┌─ Information given

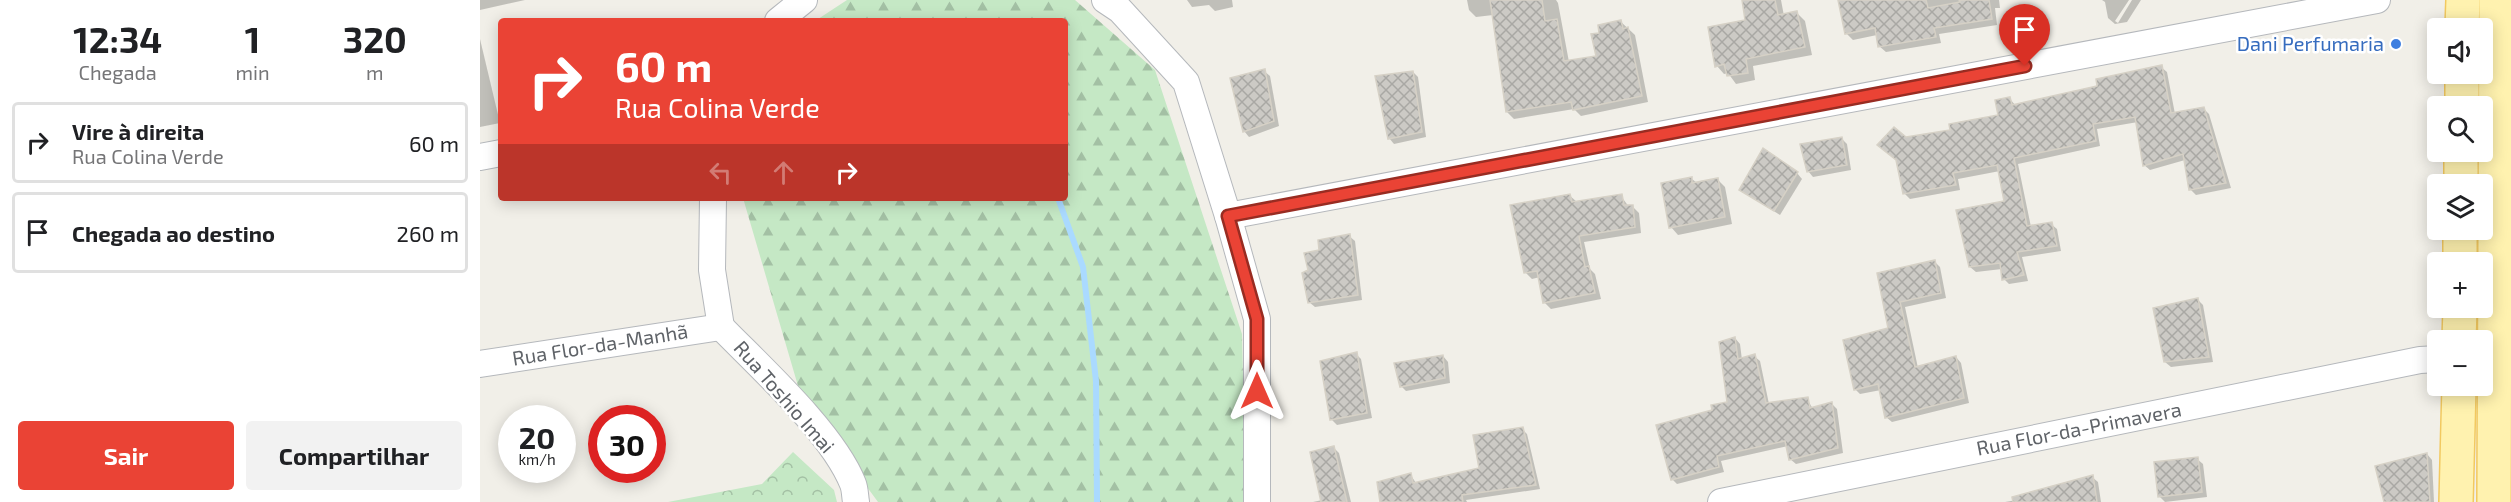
<!DOCTYPE html>
<html lang="pt">
<meta charset="utf-8">
<style>
:root{--surface:#fff;--page:#f2f2f2;--text:#202124;--muted:#757577;--line:#e0e0e0;--accent:#ea4335}
body{margin:0;font-family:"Exo 2",sans-serif;background:var(--page);color:var(--text);height:100vh;display:flex;flex-direction:column;font-size:22px;white-space:nowrap}
*{box-sizing:border-box;margin:0}
p{font-size:20px;color:var(--muted)}
.icon{flex:none;width:33px;height:33px;fill:none;stroke:currentColor;stroke-width:2;stroke-linecap:round;stroke-linejoin:round}
.map{position:relative;flex:1;overflow:hidden}
.panel{display:flex;flex-direction:column;background:var(--surface);width:480px}
.panel>*{flex:none}
.guide{position:absolute;left:18px;top:18px;width:570px;height:183px;border-radius:6px;box-shadow:0 3px 15px #0003;background:#ea4335;color:#fff;overflow:hidden}
.fabs{position:absolute;left:1947px;top:18px;display:grid;gap:12px}
.fabs a{display:grid;place-items:center;width:66px;height:66px;border-radius:6px;background:var(--surface);box-shadow:0 3px 15px #0003;font-size:30px}
.speed{position:absolute;left:18px;top:405px;display:flex;gap:12px;font-size:30px;font-weight:700;text-align:center}
.speed>*{display:grid;place-content:center;width:78px;height:78px;border-radius:50%;background:var(--surface);box-shadow:0 3px 15px #0003;line-height:1}
.speed small{font-size:15px;font-weight:400}
.speed .limit{border:9px solid #d22;background:#fff;color:#111}
.pin{position:absolute;display:grid;place-items:center;width:51px;height:51px;color:#fff;margin:-62px -26px;border-radius:50% 50% 50% 0;rotate:-45deg;box-shadow:0 0 6px #0007}
.pin .icon{rotate:45deg}
.me{position:absolute;width:66px;margin:-33px;rotate:0deg;stroke-linejoin:round;filter:drop-shadow(0 0 4px #0008)}
.turn{display:flex;align-items:center;gap:21px;height:126px;padding:0 18px;font-size:27px}
.turn .icon{width:78px;height:78px;stroke-width:2.5}
.turn b{display:block;font-size:42px;line-height:51px}
.lanes{display:flex;align-items:center;height:57px;padding:0 18px;background:#0003;justify-content:center;gap:30px;direction:ltr}
.lanes .off{opacity:.35}
.eta{display:flex;justify-content:space-evenly;align-items:center;height:102px;text-align:center}
.eta b{font-size:36px;font-weight:700;line-height:42px}
.button{display:flex;gap:12px;margin-top:auto;padding:12px 18px}
.button a{flex:1;height:69px;border-radius:6px;background:var(--accent);color:#fff;font-size:24px;font-weight:700;line-height:69px;text-align:center}
.button a+a{background:var(--page);color:var(--text)}
ul{padding:0;list-style:none}
li{display:flex;align-items:center;gap:18px;height:81px;margin:0 12px 9px;padding:0 6px;border:3px solid var(--line);border-radius:6px}
li div{flex:1}
li b{display:block;font-size:22px}
li em{font-style:normal}
main{display:flex;flex:1;min-height:0}
.map>svg:first-child{display:block}
.forest{fill:url(#forest-firs)}
.park{fill:url(#park-crowns)}
.shadow{fill:#0003}
.lines{fill:none;stroke-linecap:round;stroke-linejoin:round}
.stream{stroke:#aadaff;stroke-width:6}
.building{fill:url(#building-cross-hatch);stroke:#d6d1c6;stroke-width:1.5}
.minor-casing{stroke:#b5b8bc;stroke-width:28}
.major-casing{stroke:#f2c960;stroke-width:36}
.minor{stroke:#fff;stroke-width:26}
.major{stroke:#fff2af;stroke-width:33}
.route-casing{stroke:#982c22;stroke-width:15}
.route{stroke:#ea4335;stroke-width:10}
.shop-dot{fill:#3f7fe0;stroke:#fff;stroke-width:2}
.labels{text-anchor:middle;stroke-width:5;stroke-linejoin:round;paint-order:stroke}
.shop-label{font-size:20px;fill:#366cbe;stroke:#fff;text-anchor:end}
.street-label{font-size:20px;fill:#5f6368;stroke:#fff}
</style>
<main>
<section class="panel">
<div class="eta">
<div><b>12:34</b><p>Chegada</p></div>
<div><b>1</b><p>min</p></div>
<div><b>320</b><p>m</p></div>
</div>
<ul>
<li><svg class="icon" aria-label="right" viewBox="0 0 24 24"><path d="M7 20v-9h11M14 6l5 5-5 5"/></svg><div><b>Vire à direita</b><p>Rua Colina Verde</p></div><em>60 m</em></li>
<li><svg class="icon" aria-label="arrive" viewBox="0 0 24 24"><path d="M6 21V4h12l-3 4 3 4H6"/></svg><div><b>Chegada ao destino</b></div><em>260 m</em></li>
</ul>
<div class="button"><a>Sair</a><a>Compartilhar</a></div>
</section>
<div class="map">
<svg width="2031" height="502" viewBox="0 0 2031 502">
<defs>
<pattern id="forest-firs" width="22" height="20" patternUnits="userSpaceOnUse" patternTransform="scale(1.5)"><rect width="22" height="20" fill="#c5e8c5"/><path d="M5 1l3.5 6h-7zM16 11l3.5 6h-7z" fill="#a3c0a4"/></pattern>
<pattern id="park-crowns" width="20" height="18" patternUnits="userSpaceOnUse" patternTransform="scale(1.5)"><rect width="20" height="18" fill="#c5e8c5"/><path d="M2 6a3 3 0 1 1 6 0M12 15a3 3 0 1 1 6 0" fill="none" stroke="#a3c0a4"/></pattern>
<pattern id="building-cross-hatch" width="8" height="8" patternUnits="userSpaceOnUse" patternTransform="scale(1.5)"><rect width="8" height="8" fill="#cccac5"/><path d="M0 0l8 8M0 8l8-8" fill="none" stroke="#a9a8a4"/></pattern>
</defs>
<rect width="100%" height="100%" fill="#f1efe8"/>
<!-- forest -->
<polygon class="forest" points="367,0 595,0 675,70 762,334 766,502 398,502 343,427 323,403 263,198 585,198 585,21 335,21"/>
<!-- park -->
<polygon class="park" points="313,452 354,490 357,502 188,502 282,484"/>
<!-- shadow -->
<g class="shadow">
<polygon points="0,0 45,0 0,10"/>
<polygon points="707,0 752,0 753,7 735,11 729,5 712,7"/>
<polygon points="987,0 1076,0 1078,3 1089,62 1118,57 1121,34 1140,21 1155,35 1168,102 1101,116 1094,109 1034,119 1027,112 1013,15 996,17 989,10"/>
<polygon points="1263,0 1301,0 1304,16 1317,13 1325,21 1332,55 1273,66 1275,80 1256,84 1248,73 1244,74 1237,66 1267,21"/>
<polygon points="1360,0 1519,0 1520,8 1515,8 1517,25 1459,34 1461,43 1406,52 1399,46 1397,35 1373,40 1366,33"/>
<polygon points="1622,0 1649,0 1635,21 1638,23 1652,0 1661,0 1647,22 1635,24 1628,18 1625,2"/>
<polygon points="0,39 20,123 0,127"/>
<polygon points="1681,67 1687,72 1695,114 1723,108 1729,114 1751,188 1716,195 1710,189 1705,160 1670,170 1664,165 1658,122 1617,129 1620,146 1538,164 1551,227 1571,224 1577,229 1581,251 1542,257 1548,281 1529,284 1524,279 1522,269 1496,272 1490,267 1526,202 1520,171 1478,179 1480,190 1430,199 1424,193 1426,138 1472,131 1519,116 1530,99 1536,106 1619,87"/>
<polygon points="784,71 790,76 799,126 769,137 764,131"/>
<polygon points="933,72 938,77 946,137 914,144 909,138"/>
<polygon points="1362,139 1367,144 1371,170 1333,177 1328,171"/>
<polygon points="1317,173 1322,179 1300,215 1260,190"/>
<polygon points="1212,179 1217,183 1237,179 1245,187 1252,224 1198,235 1191,227"/>
<polygon points="1089,195 1097,202 1141,196 1149,207 1152,206 1159,213 1161,233 1104,242 1110,269 1115,274 1121,299 1071,309 1064,302 1060,277 1052,279 1045,272"/>
<polygon points="869,236 875,241 882,300 835,307 829,302 841,251"/>
<polygon points="1454,261 1460,267 1466,298 1425,307 1438,368 1476,357 1481,363 1489,403 1412,422 1406,417 1401,390 1380,394 1375,389 1409,329 1399,274"/>
<polygon points="1718,300 1723,305 1733,362 1691,367 1685,362"/>
<polygon points="1255,338 1260,344 1262,360 1274,356 1280,361 1289,404 1327,399 1333,409 1352,404 1357,409 1363,453 1316,464 1310,459 1308,446 1241,461 1244,472 1197,484 1192,479 1234,411 1249,403"/>
<polygon points="876,354 881,359 892,418 857,425 852,420 842,362"/>
<polygon points="963,356 968,362 970,383 926,391 921,386"/>
<polygon points="1042,429 1047,434 1060,489 986,500 987,502 902,502 930,474 936,483 1001,469"/>
<polygon points="854,448 859,453 871,502 833,502 842,500"/>
<polygon points="1947,454 1952,460 1954,502 1906,502"/>
<polygon points="1717,459 1723,464 1727,497 1685,502 1680,497"/>
<polygon points="1612,477 1618,482 1621,502 1525,502 1559,496"/>
</g>
<g class="lines">
<!-- stream -->
<polyline class="stream" points="578,198 603,267 616,381 617,502"/>
</g>
<!-- building -->
<g class="building">
<polygon points="1010,0 1062,0 1065,21 1077,19 1084,61 1116,56 1111,34 1119,33 1118,25 1141,20 1143,29 1148,27 1162,96 1093,110 1091,102 1026,112"/>
<polygon points="1262,0 1295,0 1298,15 1317,11 1325,47 1266,59 1268,73 1247,76 1244,64 1235,67 1228,27 1265,20"/>
<polygon points="1358,0 1446,0 1448,8 1480,2 1479,0 1509,0 1512,19 1454,28 1456,37 1398,47 1395,28 1365,34"/>
<polygon points="1682,65 1691,113 1724,107 1746,183 1709,190 1703,154 1663,166 1655,117 1613,124 1616,141 1534,158 1547,226 1572,222 1577,246 1537,252 1544,275 1522,280 1520,263 1489,267 1476,210 1524,201 1517,165 1473,173 1476,185 1423,194 1416,160 1397,145 1414,127 1426,137 1470,130 1469,124 1518,115 1515,100 1530,97 1532,105 1617,86 1616,79"/>
<polygon points="785,69 794,121 763,132 750,78"/>
<polygon points="933,71 942,132 908,139 895,76"/>
<polygon points="1362,137 1367,165 1327,172 1320,144"/>
<polygon points="1283,148 1318,172 1294,211 1259,190"/>
<polygon points="1212,177 1212,183 1238,178 1245,217 1189,228 1181,183"/>
<polygon points="1090,194 1092,202 1142,194 1144,205 1153,205 1155,227 1099,236 1105,267 1109,266 1115,293 1063,303 1057,271 1044,273 1030,205"/>
<polygon points="870,234 878,295 828,303 822,273 828,270 824,253 839,250 838,240"/>
<polygon points="1455,260 1461,293 1420,302 1435,367 1476,356 1484,398 1405,418 1398,384 1374,390 1363,340 1408,328 1397,273"/>
<polygon points="1718,298 1729,357 1684,362 1673,308"/>
<polygon points="1255,337 1258,359 1275,354 1286,403 1328,397 1330,408 1352,402 1358,448 1309,460 1305,441 1237,456 1239,467 1191,480 1176,425 1232,410 1231,405 1247,402 1239,342"/>
<polygon points="877,352 887,413 850,420 840,361"/>
<polygon points="963,355 965,378 920,387 914,363"/>
<polygon points="1043,427 1056,485 982,495 983,502 900,502 897,482 931,473 933,483 999,468 993,435"/>
<polygon points="854,446 867,502 841,502 830,452"/>
<polygon points="1947,453 1950,502 1904,502 1895,466"/>
<polygon points="1718,457 1722,492 1678,497 1674,462"/>
<polygon points="1613,475 1617,502 1533,502 1532,497"/>
</g>
<g class="lines">
<!-- minor casing -->
<g class="minor-casing">
<g id="minor">
<polyline points="625,0 640,10 706,82 748,216 777,319 777,502"/>
<polyline points="298,21 324,0"/>
<polyline points="0,157 21,153"/>
<polyline points="233,198 232,270 241,327"/>
<polyline points="748,216 1897,0"/>
<path d="M241 327C280 367 353 433 373 484 375 489 375 496 376 502"/>
<polyline points="0,364 241,327"/>
<polyline points="1241,502 1940,360 1958,359"/>
</g>
</g>
<!-- major casing -->
<g class="major-casing">
<g id="major">
<polyline points="1982,28 1983,0"/>
<polyline points="1982,106 1982,74"/>
<polyline points="1981,184 1981,152"/>
<polyline points="1980,262 1980,230"/>
<polyline points="1979,340 1980,308"/>
<polyline points="1976,502 1979,386"/>
<polyline points="2014,502 2016,0"/>
</g>
</g>
<!-- minor -->
<use href="#minor" class="minor"/>
<!-- major -->
<use href="#major" class="major"/>
</g>
<g class="lines">
<!-- route casing -->
<g class="route-casing">
<polyline id="route" points="777,391 777,319 748,216 1545,66"/>
</g>
<!-- route -->
<use href="#route" class="route"/>
</g>
<!-- markers -->
<circle class="shop-dot" cx="1916" cy="44" r="6"/>
<g class="labels">
<!-- shop labels -->
<g class="shop-label">
<text x="1904" y="51">Dani Perfumaria</text>
</g>
<!-- street labels -->
<g class="street-label">
<text transform="translate(120 345) rotate(-9)" y="7">Rua Flor-da-Manhã</text>
<text transform="translate(304 397) rotate(49)" y="7">Rua Toshio Imai</text>
<text transform="translate(1599 429) rotate(-11)" y="7">Rua Flor-da-Primavera</text>
</g>
</g>
</svg>
<div class="fabs">
<a><svg class="icon" aria-label="sound" viewBox="0 0 24 24"><path d="M4 9h4l5-4v14l-5-4H4zM17 9q2 3 0 6"/></svg></a>
<a><svg class="icon" aria-label="search" viewBox="0 0 24 24"><circle cx="10" cy="10" r="6"/><path d="M15 15l6 6"/></svg></a>
<a><svg class="icon" aria-label="layers" viewBox="0 0 24 24"><path d="M12 4l9 5-9 5-9-5zM3 14l9 5 9-5"/></svg></a>
<a>+</a>
<a>−</a>
</div>
<div class="speed"><div>20<small>km/h</small></div><div class="limit">30</div></div>
<div class="pin" style="left:1545px;top:66px;background:#d93025"><svg class="icon" aria-label="arrive" viewBox="0 0 24 24"><path d="M6 21V4h12l-3 4 3 4H6"/></svg></div>
<svg class="me" style="left:777px;top:391px" viewBox="-20 -20 40 40"><path d="M0-17L14 15 0 8-14 15z" fill="#ea4335" stroke="#fff" stroke-width="4"/></svg>
<div class="guide">
<div class="turn"><svg class="icon" aria-label="right" viewBox="0 0 24 24"><path d="M7 20v-9h11M14 6l5 5-5 5"/></svg><div><b>60 m</b>Rua Colina Verde</div></div>
<div class="lanes"><svg class="icon off" aria-label="left" viewBox="0 0 24 24"><path d="M17 20v-9H6M10 6l-5 5 5 5"/></svg><svg class="icon off" aria-label="ahead" viewBox="0 0 24 24"><path d="M12 20V5M6 11l6-6 6 6"/></svg><svg class="icon" aria-label="right" viewBox="0 0 24 24"><path d="M7 20v-9h11M14 6l5 5-5 5"/></svg></div>
</div>
</div>
</main>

└─

**Your instructions**
Lines with the string "items": pick each one out of the material and return it.

**Final answer**
.fabs a{display:grid;place-items:center;width:66px;height:66px;border-radius:6px;background:var(--surface);box-shadow:0 3px 15px #0003;font-size:30px}
.pin{position:absolute;display:grid;place-items:center;width:51px;height:51px;color:#fff;margin:-62px -26px;border-radius:50% 50% 50% 0;rotate:-45deg;box-shadow:0 0 6px #0007}
.turn{display:flex;align-items:center;gap:21px;height:126px;padding:0 18px;font-size:27px}
.lanes{display:flex;align-items:center;height:57px;padding:0 18px;background:#0003;justify-content:center;gap:30px;direction:ltr}
.eta{display:flex;justify-content:space-evenly;align-items:center;height:102px;text-align:center}
li{display:flex;align-items:center;gap:18px;height:81px;margin:0 12px 9px;padding:0 6px;border:3px solid var(--line);border-radius:6px}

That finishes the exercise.